Pagina:Lorenzo de' Medici - Opere, vol.1, Laterza, 1913.djvu/229

Da Wikisource.

iii - rime 223

xcv

[Fallaci speranze ed eterni tormenti.]


     O brevi e chiare notti, o lunghi e negri
giorni, o ombre lucenti, o luce oscura,
luce che il lume agli occhi aperti fura,
ombra che i chiusi di chiar lume allegri!
     O sonno oscur, che i pensier ciechi ed egri
converti in vision di luce pura!
o immagin del morir, qual mentre dura
veggo, odo e sento, e’ miei desiri ho integri!
     O mia troppa dolcezza, di te stessa
mortal nimica, che al desio davanti
mio ben poni e poi fuggi, ond’io mi doglio!
     O infelici sonni degli amanti!
da poi che, quando ho piú quel che piú voglio,
lo perdo, e fugge allor che piú s’appressa.


xcvi

[Amore difenda i suoi occhi contro l’altèro sguardo della sua donna.]

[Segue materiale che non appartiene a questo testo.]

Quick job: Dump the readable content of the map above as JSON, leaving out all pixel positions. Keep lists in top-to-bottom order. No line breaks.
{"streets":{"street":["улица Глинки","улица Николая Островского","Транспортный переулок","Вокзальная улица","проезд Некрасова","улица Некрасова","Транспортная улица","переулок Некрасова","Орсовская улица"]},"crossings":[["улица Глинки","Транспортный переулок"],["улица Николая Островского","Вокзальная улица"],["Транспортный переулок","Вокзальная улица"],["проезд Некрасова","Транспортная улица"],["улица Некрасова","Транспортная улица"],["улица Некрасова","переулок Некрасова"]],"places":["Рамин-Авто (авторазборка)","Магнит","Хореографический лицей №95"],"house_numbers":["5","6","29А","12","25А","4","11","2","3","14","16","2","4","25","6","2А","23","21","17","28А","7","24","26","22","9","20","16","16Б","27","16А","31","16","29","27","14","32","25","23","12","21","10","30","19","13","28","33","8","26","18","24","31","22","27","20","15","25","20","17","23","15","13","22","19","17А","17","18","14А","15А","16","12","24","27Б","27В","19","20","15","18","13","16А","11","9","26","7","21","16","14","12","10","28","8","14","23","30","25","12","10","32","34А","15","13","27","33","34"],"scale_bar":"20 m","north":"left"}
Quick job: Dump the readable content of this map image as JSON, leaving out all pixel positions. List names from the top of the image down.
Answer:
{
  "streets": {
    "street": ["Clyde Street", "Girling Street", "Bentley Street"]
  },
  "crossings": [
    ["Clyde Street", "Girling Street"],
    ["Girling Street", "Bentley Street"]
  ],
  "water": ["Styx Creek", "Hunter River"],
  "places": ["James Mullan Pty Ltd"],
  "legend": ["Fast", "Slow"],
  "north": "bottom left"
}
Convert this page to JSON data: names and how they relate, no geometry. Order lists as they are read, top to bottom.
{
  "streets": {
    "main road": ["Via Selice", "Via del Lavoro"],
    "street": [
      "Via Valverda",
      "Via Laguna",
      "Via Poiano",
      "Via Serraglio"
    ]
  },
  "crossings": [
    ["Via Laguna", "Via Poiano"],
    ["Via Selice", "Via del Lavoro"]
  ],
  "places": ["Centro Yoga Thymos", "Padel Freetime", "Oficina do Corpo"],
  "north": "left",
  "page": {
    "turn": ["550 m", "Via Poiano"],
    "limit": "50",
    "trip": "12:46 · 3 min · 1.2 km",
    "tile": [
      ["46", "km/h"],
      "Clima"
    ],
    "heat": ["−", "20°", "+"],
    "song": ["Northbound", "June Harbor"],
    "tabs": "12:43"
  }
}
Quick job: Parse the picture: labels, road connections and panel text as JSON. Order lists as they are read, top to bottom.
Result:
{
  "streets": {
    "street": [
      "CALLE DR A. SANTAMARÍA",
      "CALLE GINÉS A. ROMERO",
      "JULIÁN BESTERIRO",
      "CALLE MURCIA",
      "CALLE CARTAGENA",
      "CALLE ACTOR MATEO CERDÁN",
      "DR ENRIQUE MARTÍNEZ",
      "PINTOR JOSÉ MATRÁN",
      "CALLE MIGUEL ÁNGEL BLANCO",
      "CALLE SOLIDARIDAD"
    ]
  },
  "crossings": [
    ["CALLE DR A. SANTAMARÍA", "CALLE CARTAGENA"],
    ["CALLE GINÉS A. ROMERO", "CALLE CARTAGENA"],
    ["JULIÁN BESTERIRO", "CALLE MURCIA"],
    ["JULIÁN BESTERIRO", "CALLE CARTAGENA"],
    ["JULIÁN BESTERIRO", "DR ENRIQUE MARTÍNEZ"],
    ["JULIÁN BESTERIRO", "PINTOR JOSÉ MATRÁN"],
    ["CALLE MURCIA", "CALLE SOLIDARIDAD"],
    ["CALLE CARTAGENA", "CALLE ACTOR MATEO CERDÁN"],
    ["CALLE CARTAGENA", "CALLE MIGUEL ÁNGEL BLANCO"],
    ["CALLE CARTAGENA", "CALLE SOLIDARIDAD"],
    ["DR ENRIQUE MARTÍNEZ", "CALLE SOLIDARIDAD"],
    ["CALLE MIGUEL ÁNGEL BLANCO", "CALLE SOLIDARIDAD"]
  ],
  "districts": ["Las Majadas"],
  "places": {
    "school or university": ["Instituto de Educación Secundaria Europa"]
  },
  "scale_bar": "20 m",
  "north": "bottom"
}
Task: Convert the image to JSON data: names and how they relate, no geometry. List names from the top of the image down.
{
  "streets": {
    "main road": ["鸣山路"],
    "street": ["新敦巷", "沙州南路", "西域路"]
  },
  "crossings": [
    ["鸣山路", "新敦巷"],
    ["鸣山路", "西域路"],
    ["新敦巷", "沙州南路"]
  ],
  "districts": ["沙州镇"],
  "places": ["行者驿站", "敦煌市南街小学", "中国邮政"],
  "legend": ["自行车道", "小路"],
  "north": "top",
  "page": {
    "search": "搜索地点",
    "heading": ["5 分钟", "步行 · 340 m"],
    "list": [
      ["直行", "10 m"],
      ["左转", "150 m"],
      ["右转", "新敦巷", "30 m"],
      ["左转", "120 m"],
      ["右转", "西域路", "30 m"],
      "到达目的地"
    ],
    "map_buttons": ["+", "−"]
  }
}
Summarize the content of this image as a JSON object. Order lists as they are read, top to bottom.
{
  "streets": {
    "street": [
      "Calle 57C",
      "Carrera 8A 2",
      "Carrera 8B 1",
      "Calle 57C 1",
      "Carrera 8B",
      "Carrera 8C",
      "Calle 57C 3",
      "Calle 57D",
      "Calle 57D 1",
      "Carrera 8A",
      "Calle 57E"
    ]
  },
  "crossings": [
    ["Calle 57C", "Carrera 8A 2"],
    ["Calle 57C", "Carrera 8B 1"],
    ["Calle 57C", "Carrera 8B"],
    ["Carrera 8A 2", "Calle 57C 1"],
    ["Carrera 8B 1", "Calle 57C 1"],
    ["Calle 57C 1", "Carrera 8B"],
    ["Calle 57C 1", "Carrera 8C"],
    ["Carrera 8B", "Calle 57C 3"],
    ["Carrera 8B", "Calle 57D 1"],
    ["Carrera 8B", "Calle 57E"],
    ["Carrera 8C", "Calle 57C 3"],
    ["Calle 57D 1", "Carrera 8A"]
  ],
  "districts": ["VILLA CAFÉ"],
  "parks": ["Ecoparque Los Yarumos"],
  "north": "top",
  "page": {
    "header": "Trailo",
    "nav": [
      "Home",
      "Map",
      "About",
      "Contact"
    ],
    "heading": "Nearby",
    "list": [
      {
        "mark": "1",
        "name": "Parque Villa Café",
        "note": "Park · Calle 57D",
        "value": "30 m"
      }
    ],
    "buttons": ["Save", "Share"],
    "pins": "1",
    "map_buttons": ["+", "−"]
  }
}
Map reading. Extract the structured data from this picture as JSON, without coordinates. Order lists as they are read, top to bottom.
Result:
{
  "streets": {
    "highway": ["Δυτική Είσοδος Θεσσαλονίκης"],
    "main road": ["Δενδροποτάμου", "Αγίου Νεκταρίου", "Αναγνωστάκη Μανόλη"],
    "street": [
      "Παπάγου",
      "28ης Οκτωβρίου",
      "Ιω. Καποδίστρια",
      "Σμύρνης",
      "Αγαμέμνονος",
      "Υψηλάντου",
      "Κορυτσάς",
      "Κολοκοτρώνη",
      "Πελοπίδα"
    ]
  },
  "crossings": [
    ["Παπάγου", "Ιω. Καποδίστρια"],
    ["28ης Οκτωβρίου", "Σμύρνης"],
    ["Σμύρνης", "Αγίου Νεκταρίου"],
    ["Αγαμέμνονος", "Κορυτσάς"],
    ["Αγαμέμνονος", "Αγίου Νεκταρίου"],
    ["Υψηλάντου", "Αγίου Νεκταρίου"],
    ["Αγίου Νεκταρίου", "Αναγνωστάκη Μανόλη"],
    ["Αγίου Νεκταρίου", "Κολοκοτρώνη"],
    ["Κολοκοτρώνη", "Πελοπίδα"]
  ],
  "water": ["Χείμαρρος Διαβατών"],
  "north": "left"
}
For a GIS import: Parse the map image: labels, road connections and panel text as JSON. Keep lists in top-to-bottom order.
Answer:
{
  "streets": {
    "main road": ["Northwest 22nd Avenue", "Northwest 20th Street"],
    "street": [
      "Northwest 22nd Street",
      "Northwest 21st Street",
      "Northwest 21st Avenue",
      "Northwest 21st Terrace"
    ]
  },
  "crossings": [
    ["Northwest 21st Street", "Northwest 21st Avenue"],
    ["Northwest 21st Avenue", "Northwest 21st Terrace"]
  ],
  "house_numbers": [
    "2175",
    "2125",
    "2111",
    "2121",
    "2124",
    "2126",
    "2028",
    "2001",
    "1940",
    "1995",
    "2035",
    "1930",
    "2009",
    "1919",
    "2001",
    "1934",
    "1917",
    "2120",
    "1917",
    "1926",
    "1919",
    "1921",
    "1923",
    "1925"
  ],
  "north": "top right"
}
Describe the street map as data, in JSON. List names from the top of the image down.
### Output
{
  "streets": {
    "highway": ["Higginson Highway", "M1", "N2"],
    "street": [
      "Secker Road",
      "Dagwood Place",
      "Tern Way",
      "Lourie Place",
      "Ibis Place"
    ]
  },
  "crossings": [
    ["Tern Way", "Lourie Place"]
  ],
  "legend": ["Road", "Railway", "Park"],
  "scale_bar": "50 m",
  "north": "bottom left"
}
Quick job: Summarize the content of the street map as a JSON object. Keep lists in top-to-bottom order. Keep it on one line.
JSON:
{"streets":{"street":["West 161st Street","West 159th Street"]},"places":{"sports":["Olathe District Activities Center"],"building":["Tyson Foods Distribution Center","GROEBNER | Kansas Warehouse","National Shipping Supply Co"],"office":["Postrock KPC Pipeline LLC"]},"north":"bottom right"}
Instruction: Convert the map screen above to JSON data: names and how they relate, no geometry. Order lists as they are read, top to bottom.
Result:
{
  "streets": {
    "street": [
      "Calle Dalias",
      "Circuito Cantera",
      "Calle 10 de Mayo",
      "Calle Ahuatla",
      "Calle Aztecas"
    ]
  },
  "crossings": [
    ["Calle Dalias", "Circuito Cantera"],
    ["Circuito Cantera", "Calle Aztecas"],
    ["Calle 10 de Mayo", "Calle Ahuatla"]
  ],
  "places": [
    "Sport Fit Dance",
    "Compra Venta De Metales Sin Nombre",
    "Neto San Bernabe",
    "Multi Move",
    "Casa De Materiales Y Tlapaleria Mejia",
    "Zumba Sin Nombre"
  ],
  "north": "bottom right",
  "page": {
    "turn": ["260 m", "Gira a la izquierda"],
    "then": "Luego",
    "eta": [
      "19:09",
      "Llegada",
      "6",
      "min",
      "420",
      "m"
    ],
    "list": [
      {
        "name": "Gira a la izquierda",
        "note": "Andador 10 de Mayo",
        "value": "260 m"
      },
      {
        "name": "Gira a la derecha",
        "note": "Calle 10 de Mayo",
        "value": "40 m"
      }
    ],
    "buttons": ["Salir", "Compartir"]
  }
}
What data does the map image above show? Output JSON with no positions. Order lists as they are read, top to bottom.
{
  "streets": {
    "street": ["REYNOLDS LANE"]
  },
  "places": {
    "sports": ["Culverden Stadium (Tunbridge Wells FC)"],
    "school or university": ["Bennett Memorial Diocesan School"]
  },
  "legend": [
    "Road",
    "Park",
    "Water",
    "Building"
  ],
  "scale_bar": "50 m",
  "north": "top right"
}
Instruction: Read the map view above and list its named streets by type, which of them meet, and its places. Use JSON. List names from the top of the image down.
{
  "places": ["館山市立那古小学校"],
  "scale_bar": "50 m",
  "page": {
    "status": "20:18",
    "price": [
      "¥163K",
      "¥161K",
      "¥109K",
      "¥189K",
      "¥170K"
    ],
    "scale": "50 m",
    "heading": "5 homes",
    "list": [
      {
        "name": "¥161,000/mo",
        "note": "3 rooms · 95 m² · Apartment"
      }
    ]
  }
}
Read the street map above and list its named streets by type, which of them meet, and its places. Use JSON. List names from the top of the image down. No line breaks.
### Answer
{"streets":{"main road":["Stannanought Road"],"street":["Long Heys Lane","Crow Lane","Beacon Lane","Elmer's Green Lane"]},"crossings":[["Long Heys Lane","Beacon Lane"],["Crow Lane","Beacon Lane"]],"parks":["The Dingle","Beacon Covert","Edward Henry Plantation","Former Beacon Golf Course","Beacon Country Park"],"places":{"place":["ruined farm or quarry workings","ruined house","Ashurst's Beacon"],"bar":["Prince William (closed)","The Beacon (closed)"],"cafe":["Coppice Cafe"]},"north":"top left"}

     Chi fará gli occhi miei costanti e forti
contra ’l valor del novo, altèro e pio
sguardo lucente, da cui han desio,
miseri e lieti d’esser vinti e morti?
     Amor, poi che i folli occhi non conforti?
Per essi entrasti pria nel petto mio;
questi feron me tuo, e te mio dio:
perché qualche soccorso a lor non porti?
     Lassa il petto angoscioso, ove tu sei,
sí come in specchio chiar gentile impronta
della beltá che teco vive in lei.
     Lassa il mio petto, e su negli occhi monta
di te armati, e belli gli occhi miei
securamente co’ begli occhi affronta.